→ Task prompt
From the records below, please repeat exactly the line that has "Where are all", the line that has "Enumerate all text", and every line between them, and nothing else.

====== Given data ======

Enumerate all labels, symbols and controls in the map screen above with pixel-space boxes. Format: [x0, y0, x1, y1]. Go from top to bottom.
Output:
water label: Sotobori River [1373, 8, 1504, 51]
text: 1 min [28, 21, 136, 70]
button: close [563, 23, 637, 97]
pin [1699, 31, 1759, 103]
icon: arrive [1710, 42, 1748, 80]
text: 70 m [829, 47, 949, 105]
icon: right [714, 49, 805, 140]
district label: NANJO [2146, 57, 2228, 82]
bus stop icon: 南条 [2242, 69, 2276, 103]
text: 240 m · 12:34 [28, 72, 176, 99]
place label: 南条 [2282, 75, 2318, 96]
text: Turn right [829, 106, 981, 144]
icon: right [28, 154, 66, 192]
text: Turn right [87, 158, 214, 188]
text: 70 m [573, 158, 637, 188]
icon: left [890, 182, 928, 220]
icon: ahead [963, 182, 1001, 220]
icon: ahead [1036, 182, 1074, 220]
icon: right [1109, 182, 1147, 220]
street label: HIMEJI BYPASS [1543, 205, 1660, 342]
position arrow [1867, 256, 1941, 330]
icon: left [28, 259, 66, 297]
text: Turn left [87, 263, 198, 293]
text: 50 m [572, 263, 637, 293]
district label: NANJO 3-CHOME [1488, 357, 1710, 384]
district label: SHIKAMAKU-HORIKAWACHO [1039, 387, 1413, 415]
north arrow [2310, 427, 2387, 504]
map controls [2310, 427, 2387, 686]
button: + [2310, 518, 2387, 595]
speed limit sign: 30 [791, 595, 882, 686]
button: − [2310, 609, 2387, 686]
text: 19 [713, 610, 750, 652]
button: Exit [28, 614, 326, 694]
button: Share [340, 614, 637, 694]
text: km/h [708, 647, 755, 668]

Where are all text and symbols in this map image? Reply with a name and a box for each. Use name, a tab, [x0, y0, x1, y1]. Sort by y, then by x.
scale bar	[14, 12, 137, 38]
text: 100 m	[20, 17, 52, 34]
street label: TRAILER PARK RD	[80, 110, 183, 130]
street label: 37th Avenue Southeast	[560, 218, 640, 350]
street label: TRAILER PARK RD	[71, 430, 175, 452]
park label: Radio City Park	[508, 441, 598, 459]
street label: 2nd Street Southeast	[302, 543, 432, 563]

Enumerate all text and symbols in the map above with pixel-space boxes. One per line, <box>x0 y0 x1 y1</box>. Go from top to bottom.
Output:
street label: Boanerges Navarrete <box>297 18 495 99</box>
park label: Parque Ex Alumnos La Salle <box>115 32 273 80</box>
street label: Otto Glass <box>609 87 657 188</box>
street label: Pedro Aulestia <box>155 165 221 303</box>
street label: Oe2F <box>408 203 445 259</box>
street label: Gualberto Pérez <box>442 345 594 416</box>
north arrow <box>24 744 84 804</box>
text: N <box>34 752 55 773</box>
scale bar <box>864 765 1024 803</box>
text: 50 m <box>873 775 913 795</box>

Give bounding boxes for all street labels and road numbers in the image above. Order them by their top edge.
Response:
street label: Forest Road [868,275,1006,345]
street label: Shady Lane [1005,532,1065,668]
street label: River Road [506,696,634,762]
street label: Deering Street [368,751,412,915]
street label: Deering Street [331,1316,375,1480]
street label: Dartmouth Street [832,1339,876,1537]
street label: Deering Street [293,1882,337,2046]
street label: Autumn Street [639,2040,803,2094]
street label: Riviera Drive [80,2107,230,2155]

======

→ Response
Where are all text and symbols in this map image? Reply with a name and a box for each. Use name, a tab, [x0, y0, x1, y1]. Sort by y, then by x.
scale bar	[14, 12, 137, 38]
text: 100 m	[20, 17, 52, 34]
street label: TRAILER PARK RD	[80, 110, 183, 130]
street label: 37th Avenue Southeast	[560, 218, 640, 350]
street label: TRAILER PARK RD	[71, 430, 175, 452]
park label: Radio City Park	[508, 441, 598, 459]
street label: 2nd Street Southeast	[302, 543, 432, 563]

Enumerate all text and symbols in the map above with pixel-space boxes. One per line, <box>x0 y0 x1 y1</box>. Go from top to bottom.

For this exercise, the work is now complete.